ACTION ITEM: Filter the records below down to lines containing "Avenida".
----------------
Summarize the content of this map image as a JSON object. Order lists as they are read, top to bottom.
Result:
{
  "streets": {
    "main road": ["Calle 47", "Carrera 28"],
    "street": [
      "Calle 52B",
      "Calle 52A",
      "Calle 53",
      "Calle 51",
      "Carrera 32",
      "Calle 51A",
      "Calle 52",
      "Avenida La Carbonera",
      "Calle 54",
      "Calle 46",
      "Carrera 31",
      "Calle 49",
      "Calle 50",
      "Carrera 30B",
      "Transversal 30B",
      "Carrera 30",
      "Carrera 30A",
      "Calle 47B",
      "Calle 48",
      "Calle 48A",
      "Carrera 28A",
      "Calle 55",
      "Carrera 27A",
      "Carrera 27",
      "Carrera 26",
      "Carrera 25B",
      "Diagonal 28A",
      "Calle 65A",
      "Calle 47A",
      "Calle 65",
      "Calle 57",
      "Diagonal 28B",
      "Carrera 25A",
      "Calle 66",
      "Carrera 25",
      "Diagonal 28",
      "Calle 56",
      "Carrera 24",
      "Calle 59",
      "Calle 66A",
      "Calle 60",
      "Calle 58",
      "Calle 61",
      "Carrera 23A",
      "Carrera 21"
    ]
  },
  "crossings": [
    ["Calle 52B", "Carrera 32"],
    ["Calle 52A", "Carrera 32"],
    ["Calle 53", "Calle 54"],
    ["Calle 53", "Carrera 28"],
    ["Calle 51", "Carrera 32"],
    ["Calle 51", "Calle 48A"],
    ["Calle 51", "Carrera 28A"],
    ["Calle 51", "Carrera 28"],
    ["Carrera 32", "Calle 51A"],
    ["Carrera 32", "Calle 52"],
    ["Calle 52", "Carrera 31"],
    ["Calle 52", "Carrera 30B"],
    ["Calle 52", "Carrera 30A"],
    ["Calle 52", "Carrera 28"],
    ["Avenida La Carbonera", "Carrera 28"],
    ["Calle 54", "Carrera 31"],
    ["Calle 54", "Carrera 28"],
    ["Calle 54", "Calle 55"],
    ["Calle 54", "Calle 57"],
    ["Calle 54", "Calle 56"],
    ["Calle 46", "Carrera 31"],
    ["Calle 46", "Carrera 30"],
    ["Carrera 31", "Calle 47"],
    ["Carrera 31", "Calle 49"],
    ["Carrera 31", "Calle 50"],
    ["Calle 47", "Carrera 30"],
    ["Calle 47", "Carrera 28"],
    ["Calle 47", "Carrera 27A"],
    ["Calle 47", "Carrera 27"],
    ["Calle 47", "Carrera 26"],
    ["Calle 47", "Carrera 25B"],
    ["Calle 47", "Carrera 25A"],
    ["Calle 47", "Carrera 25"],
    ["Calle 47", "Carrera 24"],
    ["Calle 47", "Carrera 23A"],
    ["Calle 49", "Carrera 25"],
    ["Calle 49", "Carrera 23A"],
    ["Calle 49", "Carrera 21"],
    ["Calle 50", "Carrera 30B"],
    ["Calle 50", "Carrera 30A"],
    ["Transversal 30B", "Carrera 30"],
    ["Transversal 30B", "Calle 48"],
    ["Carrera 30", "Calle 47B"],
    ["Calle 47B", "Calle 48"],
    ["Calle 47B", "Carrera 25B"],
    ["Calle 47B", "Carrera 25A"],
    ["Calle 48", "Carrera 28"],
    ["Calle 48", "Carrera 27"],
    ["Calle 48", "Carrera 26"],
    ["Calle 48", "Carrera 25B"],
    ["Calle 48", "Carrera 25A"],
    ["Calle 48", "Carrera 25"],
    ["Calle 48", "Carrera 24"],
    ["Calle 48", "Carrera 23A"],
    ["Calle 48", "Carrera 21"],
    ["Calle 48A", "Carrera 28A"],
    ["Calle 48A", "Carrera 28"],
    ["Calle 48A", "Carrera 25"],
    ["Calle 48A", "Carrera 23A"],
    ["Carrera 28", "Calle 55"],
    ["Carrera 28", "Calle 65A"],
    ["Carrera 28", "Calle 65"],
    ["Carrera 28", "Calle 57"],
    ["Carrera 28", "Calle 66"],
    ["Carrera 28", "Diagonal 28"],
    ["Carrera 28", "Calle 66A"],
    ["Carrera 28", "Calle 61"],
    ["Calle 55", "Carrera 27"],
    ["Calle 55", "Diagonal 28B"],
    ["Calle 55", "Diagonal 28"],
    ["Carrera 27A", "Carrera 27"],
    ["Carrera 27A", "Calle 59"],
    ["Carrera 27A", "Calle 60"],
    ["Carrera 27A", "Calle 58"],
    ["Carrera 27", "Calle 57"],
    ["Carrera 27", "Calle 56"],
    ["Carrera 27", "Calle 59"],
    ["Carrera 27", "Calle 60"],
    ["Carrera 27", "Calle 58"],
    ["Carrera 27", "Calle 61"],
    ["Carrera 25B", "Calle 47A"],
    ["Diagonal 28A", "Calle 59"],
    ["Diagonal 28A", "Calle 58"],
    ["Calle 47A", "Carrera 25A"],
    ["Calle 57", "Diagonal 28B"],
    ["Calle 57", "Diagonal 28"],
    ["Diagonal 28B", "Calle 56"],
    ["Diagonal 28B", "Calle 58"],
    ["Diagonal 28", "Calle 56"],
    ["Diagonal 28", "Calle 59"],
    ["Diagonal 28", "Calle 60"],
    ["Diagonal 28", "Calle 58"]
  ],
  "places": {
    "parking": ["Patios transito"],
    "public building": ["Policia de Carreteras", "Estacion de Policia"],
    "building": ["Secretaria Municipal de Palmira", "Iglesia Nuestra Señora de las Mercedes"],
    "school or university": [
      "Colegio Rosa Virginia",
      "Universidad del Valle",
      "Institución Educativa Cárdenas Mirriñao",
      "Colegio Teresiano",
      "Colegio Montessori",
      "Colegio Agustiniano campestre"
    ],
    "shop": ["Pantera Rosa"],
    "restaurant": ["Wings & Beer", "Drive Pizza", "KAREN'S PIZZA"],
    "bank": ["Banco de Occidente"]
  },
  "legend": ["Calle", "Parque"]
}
----------------
RESPONSE TO THIS EXERCISE:
      "Avenida La Carbonera",
    ["Avenida La Carbonera", "Carrera 28"],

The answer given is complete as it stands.